> **WHAT THIS TASK INVOLVES**
When a line below contains the word "check", it counts toward the total; give that total and nothing besides.

> **AVAILABLE RECORDS**
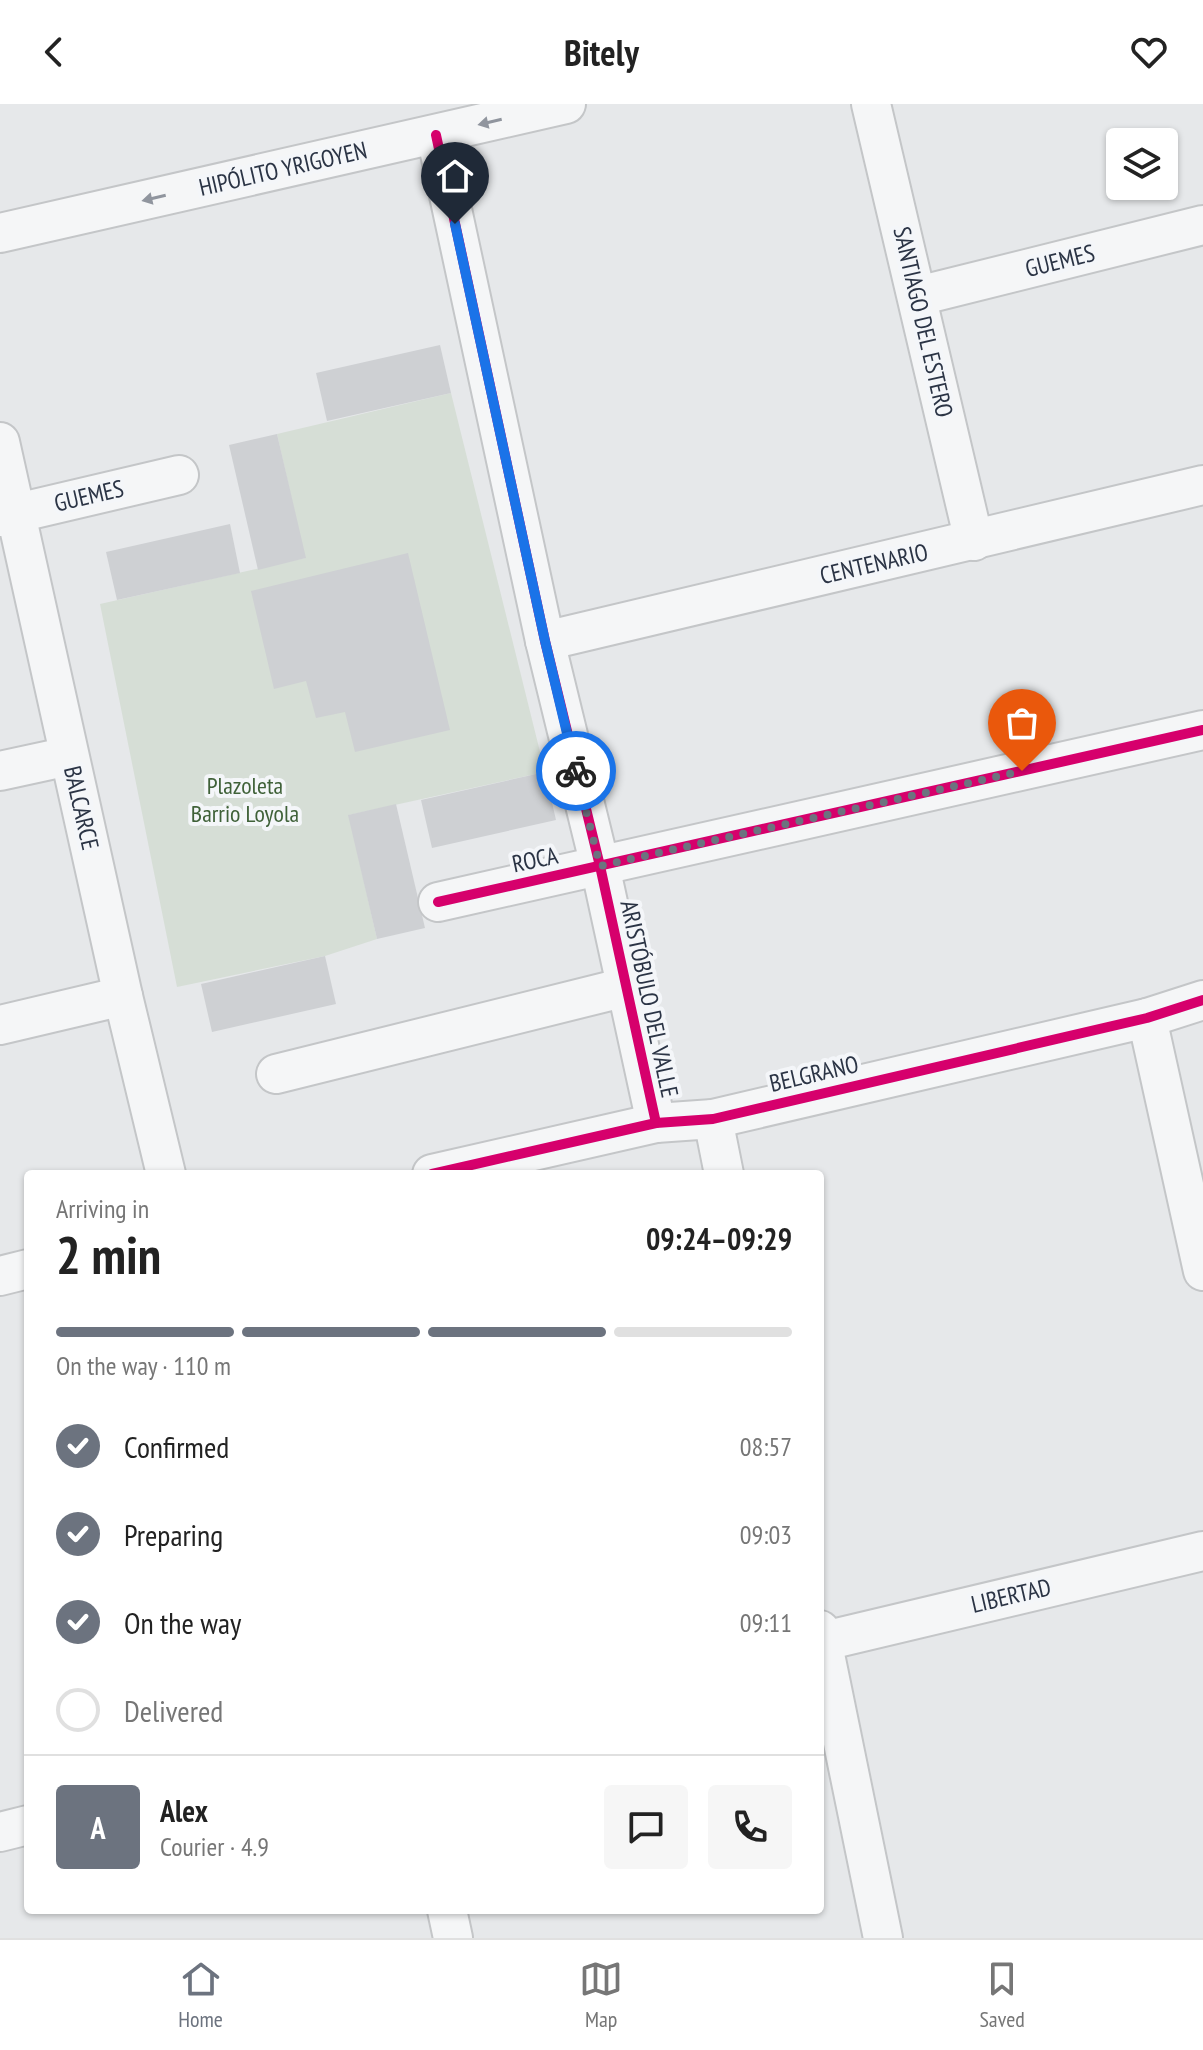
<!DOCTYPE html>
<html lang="en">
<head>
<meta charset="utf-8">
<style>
	:root { --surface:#fff; --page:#f6f6f6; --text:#222; --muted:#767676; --line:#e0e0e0; --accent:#6c737f }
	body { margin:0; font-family:"PT Sans Narrow",sans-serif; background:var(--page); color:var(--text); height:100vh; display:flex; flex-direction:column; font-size:30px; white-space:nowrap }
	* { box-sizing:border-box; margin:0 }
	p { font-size:26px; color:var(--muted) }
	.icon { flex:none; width:44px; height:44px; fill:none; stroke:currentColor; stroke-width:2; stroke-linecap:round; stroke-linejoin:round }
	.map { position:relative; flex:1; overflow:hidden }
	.side { position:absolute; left:24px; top:1066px; width:800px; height:744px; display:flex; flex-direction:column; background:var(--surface); border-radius:8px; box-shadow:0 2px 6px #0004 }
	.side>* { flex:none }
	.tools { position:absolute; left:1106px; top:24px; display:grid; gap:16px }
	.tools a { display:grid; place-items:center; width:72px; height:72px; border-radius:8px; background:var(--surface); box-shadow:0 2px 6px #0004; font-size:40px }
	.pin { position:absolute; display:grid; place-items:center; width:68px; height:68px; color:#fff; margin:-82px -34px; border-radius:50% 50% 50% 0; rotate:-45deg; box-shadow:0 0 8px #0007 }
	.pin .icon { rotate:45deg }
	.courier { position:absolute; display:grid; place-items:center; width:80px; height:80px; margin:-40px; border:6px solid #1a73e8; border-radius:50%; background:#fff; color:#222; box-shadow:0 2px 10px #0007 }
	.overview em { font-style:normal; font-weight:800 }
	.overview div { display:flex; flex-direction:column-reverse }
	.overview { display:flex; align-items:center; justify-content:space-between; height:136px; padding:0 32px }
	h1 { font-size:52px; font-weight:800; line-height:60px }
	.bar { display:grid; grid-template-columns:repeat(4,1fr); gap:12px 8px; align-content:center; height:96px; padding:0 32px }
	.bar i { height:10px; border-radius:6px; background:var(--line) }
	.bar .current { background:var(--accent) }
	.bar p { grid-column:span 4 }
	.line { display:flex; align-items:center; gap:20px; padding:0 32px; border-top:2px solid var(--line) }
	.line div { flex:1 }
	.round { display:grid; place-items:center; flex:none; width:84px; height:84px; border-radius:8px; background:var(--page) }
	ol { padding:0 32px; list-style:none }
	li { display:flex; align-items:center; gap:24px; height:88px }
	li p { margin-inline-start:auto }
	li .icon { padding:8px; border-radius:50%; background:var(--accent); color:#fff; stroke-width:4 }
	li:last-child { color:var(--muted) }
	li i { width:44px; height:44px; border:4px solid var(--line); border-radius:50% }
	header { display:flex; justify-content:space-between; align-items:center; height:104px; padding:0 32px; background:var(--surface); font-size:36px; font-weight:800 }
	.menu { display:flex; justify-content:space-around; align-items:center; height:112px; border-top:2px solid var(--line); background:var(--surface); font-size:22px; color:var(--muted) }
	.menu a { display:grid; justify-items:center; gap:4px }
	.menu .current { color:var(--accent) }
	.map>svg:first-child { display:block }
</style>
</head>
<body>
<header><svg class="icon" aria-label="back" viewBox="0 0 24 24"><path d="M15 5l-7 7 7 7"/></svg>Bitely<svg class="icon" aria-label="heart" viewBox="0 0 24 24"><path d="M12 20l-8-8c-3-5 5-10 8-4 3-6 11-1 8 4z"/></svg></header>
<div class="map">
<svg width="1203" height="1834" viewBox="0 0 1203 1834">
	<rect width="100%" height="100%" fill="#e6e8ea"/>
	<polygon fill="#d6ded6" points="451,289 545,668 349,711 377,835 325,852 177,883 100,500 305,454 277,330"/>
	<g fill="#ced0d3">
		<polygon points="440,241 451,289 327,317 316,269"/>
		<polygon points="277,330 306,454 258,466 229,341"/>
		<polygon points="230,420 240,469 117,496 106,448"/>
		<polygon points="408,449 450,626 355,648 345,608 316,614 306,577 274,585 251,487"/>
		<polygon points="545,668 556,716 432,744 421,696"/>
		<polygon points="396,700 425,824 377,835 348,711"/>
		<polygon points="325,852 336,900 212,928 201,880"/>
	</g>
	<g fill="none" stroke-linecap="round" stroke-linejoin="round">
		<g stroke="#c4c6c8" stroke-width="42">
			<g id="minor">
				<polyline points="871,0 974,437"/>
				<polyline points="436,31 545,537 600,762 656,1019"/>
				<polyline points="0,129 566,0"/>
				<polyline points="918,192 1203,121"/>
				<polyline points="0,338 123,892 166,1070"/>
				<polyline points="0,413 179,371"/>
				<polyline points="545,537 1203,381"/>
				<polyline points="0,667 69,652"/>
				<polyline points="438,798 1203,626"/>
				<polyline points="1147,914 1203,1167"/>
				<polyline points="0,921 123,892"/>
				<polyline points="276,970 626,883"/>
				<polyline points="713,1015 724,1070"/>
				<polyline points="432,1070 656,1019 713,1015 1147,914 1203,896"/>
				<polyline points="0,1172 28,1165"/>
				<polyline points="820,1526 883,1834"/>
				<polyline points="820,1538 1203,1447"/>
				<polyline points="0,1728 28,1721"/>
				<polyline points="447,1806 453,1834"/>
			</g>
		</g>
		<use href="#minor" stroke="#f5f6f7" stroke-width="38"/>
		<g stroke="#f4f6f9" stroke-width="15">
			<g id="cycleway">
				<polyline points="436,31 545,537 600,762 656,1019"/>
				<polyline points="438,798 1203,626"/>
				<polyline points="432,1070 656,1019 713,1015 1147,914 1203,896"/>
			</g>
		</g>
		<use href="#cycleway" stroke="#d6006c" stroke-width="10"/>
	</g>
	<defs><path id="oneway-solid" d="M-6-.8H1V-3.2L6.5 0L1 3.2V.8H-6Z" transform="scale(2)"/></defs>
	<g fill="#90959e">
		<use href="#oneway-solid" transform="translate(490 18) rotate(167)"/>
		<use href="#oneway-solid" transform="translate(154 94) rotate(167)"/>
	</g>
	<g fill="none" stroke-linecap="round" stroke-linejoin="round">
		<polyline stroke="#6c737f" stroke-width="8" stroke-dasharray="0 14.4" points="576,667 600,762 1022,667"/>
		<polyline stroke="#1a73e8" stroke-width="10" points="455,120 545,537 576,667"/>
	</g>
	<g text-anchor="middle" stroke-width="8" stroke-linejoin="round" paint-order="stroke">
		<g font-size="24" fill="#2b3445" stroke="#f4f6f9">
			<text transform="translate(283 65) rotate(-13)" y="8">HIPÓLITO YRIGOYEN</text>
			<text transform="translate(1060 157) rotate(-14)" y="8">GUEMES</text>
			<text transform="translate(923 218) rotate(77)" y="8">SANTIAGO DEL ESTERO</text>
			<text transform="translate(89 392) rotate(-13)" y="8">GUEMES</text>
			<text transform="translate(874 460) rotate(-13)" y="8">CENTENARIO</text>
			<text transform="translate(81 704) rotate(77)" y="8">BALCARCE</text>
			<text transform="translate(535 756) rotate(-12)" y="8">ROCA</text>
			<text transform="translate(649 895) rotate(78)" y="8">ARISTÓBULO DEL VALLE</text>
			<text transform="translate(814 970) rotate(-13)" y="8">BELGRANO</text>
			<text transform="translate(1011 1492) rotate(-13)" y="8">LIBERTAD</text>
		</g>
		<g font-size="24" fill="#3f6138" stroke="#f4f6f9">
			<text x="245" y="690">Plazoleta<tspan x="245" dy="28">Barrio Loyola</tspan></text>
		</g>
	</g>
</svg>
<div class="tools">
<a><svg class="icon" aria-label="layers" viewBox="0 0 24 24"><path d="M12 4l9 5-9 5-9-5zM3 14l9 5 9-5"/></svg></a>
</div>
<div class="pin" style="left:1022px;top:667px;background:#ea580c"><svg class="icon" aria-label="bag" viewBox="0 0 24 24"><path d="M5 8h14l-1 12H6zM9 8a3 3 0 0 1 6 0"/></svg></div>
<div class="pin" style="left:455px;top:120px;background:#1f2937"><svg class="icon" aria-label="home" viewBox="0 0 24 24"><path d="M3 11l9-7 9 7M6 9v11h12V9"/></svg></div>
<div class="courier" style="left:576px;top:667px"><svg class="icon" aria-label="bike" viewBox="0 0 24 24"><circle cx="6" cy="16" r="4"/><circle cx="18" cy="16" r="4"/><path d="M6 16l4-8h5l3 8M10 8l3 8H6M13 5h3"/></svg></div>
<section class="side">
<div class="overview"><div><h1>2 min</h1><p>Arriving in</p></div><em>09:24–09:29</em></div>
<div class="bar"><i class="current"></i><i class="current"></i><i class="current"></i><i></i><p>On the way · 110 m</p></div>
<ol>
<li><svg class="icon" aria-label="check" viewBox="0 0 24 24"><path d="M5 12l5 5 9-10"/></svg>Confirmed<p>08:57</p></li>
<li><svg class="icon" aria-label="check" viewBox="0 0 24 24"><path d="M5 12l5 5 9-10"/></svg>Preparing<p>09:03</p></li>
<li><svg class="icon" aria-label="check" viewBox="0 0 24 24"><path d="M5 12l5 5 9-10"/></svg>On the way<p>09:11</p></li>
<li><i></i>Delivered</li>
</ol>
<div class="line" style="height:144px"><b class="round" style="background:var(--accent);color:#fff">A</b><div><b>Alex</b><p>Courier · 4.9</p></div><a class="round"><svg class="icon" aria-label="chat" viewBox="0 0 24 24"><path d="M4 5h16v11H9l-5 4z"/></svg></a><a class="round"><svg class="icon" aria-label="phone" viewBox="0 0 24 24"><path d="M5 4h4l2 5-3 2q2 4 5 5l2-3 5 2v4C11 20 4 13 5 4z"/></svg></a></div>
</section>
</div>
<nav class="menu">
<a class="current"><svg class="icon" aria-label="home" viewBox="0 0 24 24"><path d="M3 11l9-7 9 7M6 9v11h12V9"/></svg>Home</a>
<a><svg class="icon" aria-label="map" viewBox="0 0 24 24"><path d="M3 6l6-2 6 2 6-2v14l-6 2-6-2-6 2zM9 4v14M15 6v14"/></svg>Map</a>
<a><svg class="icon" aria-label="saved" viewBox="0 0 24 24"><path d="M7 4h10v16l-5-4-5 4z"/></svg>Saved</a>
</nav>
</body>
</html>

> **ANSWER SPACE**
3